An appellate court recently upheld the convictions of former employees of the now defunct Peanut Corporation of America (PCA), affirming what is the longest criminal sentence in a food safety case. Specifically, on January 23 the US Court of Appeals for the Eleventh Circuit unanimously denied the appeals of former PCA president Stewart Parnell, who was sentenced to serve 28 years in prison; his brother and peanut broker Michael Parnell, who was sentenced to serve 20 years; and PCA’s quality assurance director Mary Wilkerson, who was sentenced to serve 5 years.
In 2009, the peanut processing company was identified as the source of a massive salmonella outbreak in the United States, which led to an extensive recall. More than 700 individuals were reported to have salmonella poisoning that was linked to the outbreak, and there were at least nine deaths. On February 13, 2009, PCA ceased all manufacturing and business operations, and filed for Chapter 7 bankruptcy liquidation.
At the ensuing 2014 trial, the government put on evidence that the company had retested product that had tested positive for salmonella until they obtained a negative result.

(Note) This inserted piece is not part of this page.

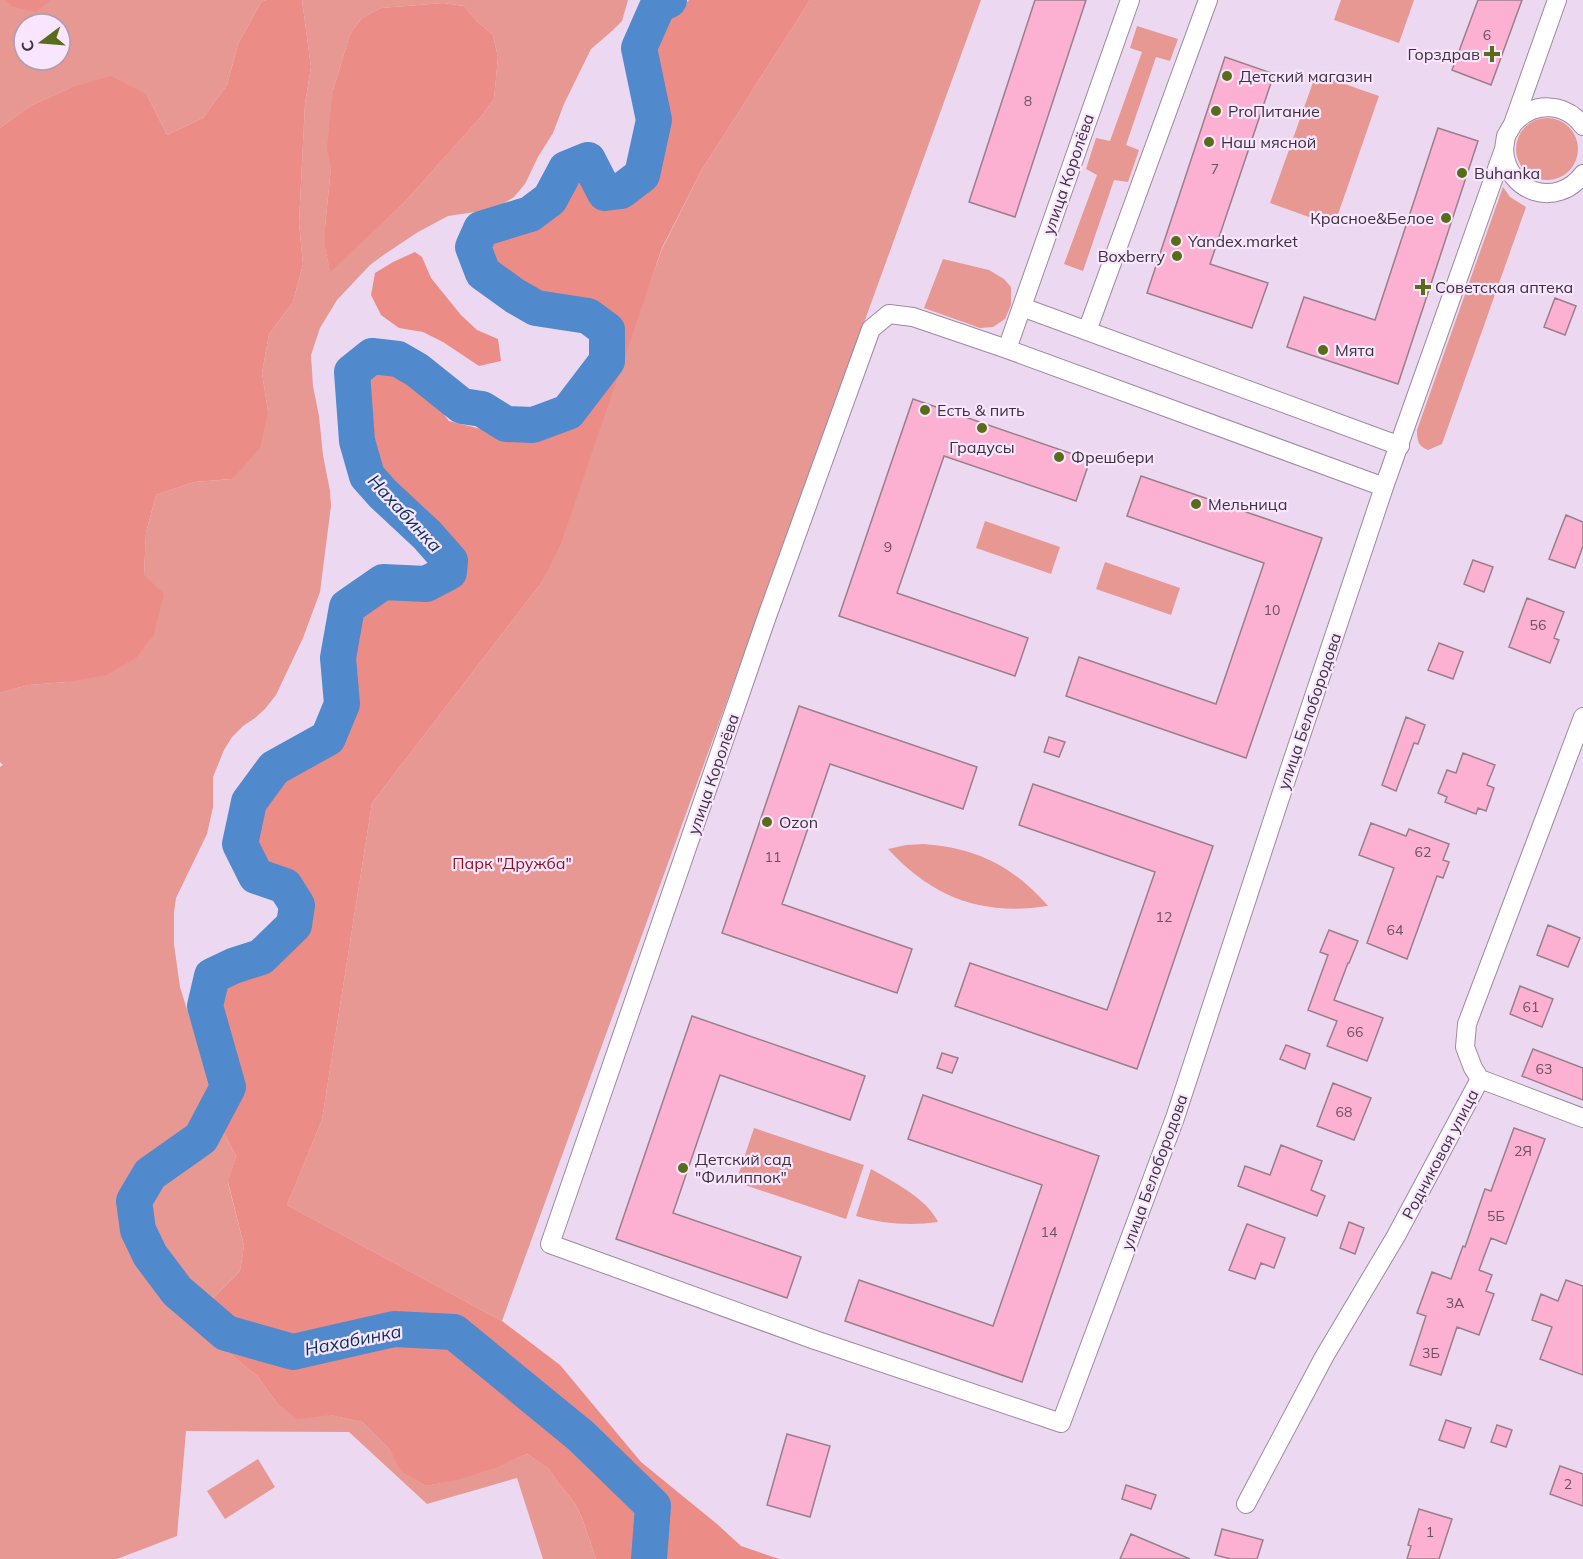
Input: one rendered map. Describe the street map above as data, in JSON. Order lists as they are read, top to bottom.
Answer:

There was also evidence that product was shipped before its salmonella test results were received, and some product was shipped after receiving positive test results. The government also argued that the Parnell brothers and Wilkerson knew of positive salmonella test results before the salmonella outbreak and were not forthcoming about that knowledge during the federal investigation.
The lower court found that Stewart and Michael Parnell had conspired with PCA senior management to defraud customers regarding the safety of its products, and convicted them of multiple counts of conspiracy, mail and wire fraud, and the sale of misbranded food. Stewart Parnell was additionally convicted of the introduction of adulterated food into interstate commerce. Stewart Parnell and Wilkerson were also convicted of obstruction of justice.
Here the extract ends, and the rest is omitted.